Sometimes it assumes that you want to move the file. Sometimes it assumes you
want to create a shortcut to the file. In my experience, Windows is right about
two thirds of the time, and it is very annoying when Windows is wrong.
Fortunately, there is a better way. If you right-drag the file or
icon, a menu will pop up asking if you wish to move the file, copy the file, or
create a shortcut. You need only click on what you want to do. Note that
copying a shortcut (quick launch icons and start menu items
are actually shortcuts in disguise) is the same as creating a new shortcut that
points to the same thing as the first shortcut. If you don't know what right-dragging
is, it's dragging with the second mouse button (instead of the first mouse
button you use most of the time), which is the right mouse button if you are
right-handed and have a two-button mouse.
Windows Explorer . If you were used to Windows Explorer, you
will probably prefer to have it handy in XP. I will tell you how to
create a quick launch icon and a desktop icon for Windows Explorer. You can
find it in start -> All Programs -> Accessories, but
that’s not very convenient. First, make sure that you can see part of the
desktop (no programs are filling the whole screen). Next, click start ->
All Programs -> Accessories, and leave the start menu up on the
screen. You will see an icon for Windows Explorer (which I mentioned earlier is
a shortcut in disguise). Right-drag the icon onto the desktop, and
click "Copy Here". You will then have a desktop shortcut for Windows Explorer.

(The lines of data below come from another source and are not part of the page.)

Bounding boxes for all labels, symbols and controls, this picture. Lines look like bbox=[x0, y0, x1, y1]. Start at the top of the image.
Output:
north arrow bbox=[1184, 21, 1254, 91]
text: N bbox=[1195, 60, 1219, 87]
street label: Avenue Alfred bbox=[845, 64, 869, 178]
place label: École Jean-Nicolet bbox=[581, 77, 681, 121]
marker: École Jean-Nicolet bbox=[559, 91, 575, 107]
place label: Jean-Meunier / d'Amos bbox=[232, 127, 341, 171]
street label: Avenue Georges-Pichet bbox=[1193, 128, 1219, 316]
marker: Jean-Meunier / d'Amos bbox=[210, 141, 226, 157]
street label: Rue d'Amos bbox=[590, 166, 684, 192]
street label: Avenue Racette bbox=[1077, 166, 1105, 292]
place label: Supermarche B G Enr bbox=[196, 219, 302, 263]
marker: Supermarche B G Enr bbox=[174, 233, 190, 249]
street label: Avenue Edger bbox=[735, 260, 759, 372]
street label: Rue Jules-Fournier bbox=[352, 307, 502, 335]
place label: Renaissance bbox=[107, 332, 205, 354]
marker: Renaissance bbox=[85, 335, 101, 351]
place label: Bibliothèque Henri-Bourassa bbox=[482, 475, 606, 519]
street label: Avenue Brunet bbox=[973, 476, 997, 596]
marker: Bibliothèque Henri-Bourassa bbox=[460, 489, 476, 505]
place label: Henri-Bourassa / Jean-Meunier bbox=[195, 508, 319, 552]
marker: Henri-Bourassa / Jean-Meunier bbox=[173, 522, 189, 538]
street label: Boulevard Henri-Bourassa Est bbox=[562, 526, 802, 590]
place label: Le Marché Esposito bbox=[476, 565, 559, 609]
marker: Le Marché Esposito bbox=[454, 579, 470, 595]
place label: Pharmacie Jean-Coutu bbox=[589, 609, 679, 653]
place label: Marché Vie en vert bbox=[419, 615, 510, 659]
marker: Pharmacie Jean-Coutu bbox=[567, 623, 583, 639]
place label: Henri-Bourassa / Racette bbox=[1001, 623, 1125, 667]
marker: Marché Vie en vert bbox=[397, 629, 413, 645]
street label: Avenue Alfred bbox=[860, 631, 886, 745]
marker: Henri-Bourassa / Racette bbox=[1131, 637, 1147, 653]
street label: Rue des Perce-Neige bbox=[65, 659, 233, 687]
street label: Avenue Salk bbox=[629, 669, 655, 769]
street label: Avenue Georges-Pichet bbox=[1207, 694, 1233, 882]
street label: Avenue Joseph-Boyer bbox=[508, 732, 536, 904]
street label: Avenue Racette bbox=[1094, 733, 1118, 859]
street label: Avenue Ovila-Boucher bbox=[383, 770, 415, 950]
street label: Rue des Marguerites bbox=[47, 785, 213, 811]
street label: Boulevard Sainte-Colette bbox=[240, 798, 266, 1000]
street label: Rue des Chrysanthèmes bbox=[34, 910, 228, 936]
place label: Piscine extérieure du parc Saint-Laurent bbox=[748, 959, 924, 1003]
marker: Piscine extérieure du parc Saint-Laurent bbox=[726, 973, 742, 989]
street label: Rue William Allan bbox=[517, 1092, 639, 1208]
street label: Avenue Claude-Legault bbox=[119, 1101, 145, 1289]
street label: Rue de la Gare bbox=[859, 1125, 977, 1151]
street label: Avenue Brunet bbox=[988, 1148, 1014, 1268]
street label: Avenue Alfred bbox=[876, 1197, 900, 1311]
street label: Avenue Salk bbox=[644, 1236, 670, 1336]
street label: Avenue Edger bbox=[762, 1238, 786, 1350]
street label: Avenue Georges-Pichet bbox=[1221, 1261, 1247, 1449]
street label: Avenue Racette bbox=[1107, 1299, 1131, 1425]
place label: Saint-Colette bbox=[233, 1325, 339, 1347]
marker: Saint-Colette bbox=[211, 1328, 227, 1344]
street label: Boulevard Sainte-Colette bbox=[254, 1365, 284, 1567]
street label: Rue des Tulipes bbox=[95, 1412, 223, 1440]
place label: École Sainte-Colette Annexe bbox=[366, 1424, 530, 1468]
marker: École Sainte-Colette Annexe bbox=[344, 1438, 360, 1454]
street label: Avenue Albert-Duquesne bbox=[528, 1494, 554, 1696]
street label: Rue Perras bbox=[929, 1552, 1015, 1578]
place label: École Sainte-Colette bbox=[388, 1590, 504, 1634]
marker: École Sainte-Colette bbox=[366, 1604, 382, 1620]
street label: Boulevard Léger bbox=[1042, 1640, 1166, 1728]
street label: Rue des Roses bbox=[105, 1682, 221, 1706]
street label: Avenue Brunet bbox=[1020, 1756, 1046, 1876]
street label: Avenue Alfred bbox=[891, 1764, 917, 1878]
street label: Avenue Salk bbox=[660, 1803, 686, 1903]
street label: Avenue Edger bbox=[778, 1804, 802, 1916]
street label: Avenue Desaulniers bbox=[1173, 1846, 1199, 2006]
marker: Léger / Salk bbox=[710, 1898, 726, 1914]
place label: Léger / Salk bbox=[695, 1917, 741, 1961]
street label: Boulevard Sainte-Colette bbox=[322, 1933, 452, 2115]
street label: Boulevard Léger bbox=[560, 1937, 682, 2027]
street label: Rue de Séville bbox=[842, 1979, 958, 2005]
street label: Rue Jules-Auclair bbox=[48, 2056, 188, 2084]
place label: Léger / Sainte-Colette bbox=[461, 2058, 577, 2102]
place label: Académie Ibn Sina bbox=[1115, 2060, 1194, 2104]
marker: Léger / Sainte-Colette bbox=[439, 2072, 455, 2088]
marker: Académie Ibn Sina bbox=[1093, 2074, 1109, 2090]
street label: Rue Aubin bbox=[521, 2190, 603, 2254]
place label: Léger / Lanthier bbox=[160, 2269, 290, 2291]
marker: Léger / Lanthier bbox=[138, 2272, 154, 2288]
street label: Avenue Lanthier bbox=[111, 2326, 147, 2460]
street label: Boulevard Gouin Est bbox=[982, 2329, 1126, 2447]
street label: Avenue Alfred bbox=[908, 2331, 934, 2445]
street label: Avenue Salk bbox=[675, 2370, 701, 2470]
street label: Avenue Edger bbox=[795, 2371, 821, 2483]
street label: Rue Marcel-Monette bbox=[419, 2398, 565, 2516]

Next, right-drag the desktop shortcut onto the quick launch icon
area. You will know when you are in the correct area because a shadowy vertical
bar will appear where the icon will go. After you let up the mouse button to
stop right-dragging, click "Create Shortcuts Here", and you will have a quick
launch icon for Windows Explorer.
Setting Up Windows Explorer. The default settings for Windows
Explorer are atrocious, and presume that the highest priority should be to make
recent Macintosh users comfortable. Large icons are nice and all, but do they
really have to suppress file extensions? Well fortunately you can change all
that nonsense if you want to. (If you like that nonsense, I apologize.) To do
so, first launch Windows Explorer. Click Tools ->
Folder Options. Click on the View tab. This brings up a dialog in which you
have many choices that affects how Windows Explorer looks. I don’t have time do
describe all of them, so feel free to experiment; just remember what you did so
that if you don’t like it you can change it back. I recommend that you check
both "display the full path" boxes, and uncheck the "Hide extensions for known
Large Icons versus a List of Files in Windows Explorer. The
default setting when you are viewing a directory in Windows Explorer is large
icons. I don’t know about you, but most of the time I want a list of files with
details about the file size and the last-modified date instead. This setting is
actually per directory, which is a good thing; in my opinion large icons are
better for the Control Panel, for example. I will tell you how to make the
default setting be a file list with details. First, launch Windows Explorer.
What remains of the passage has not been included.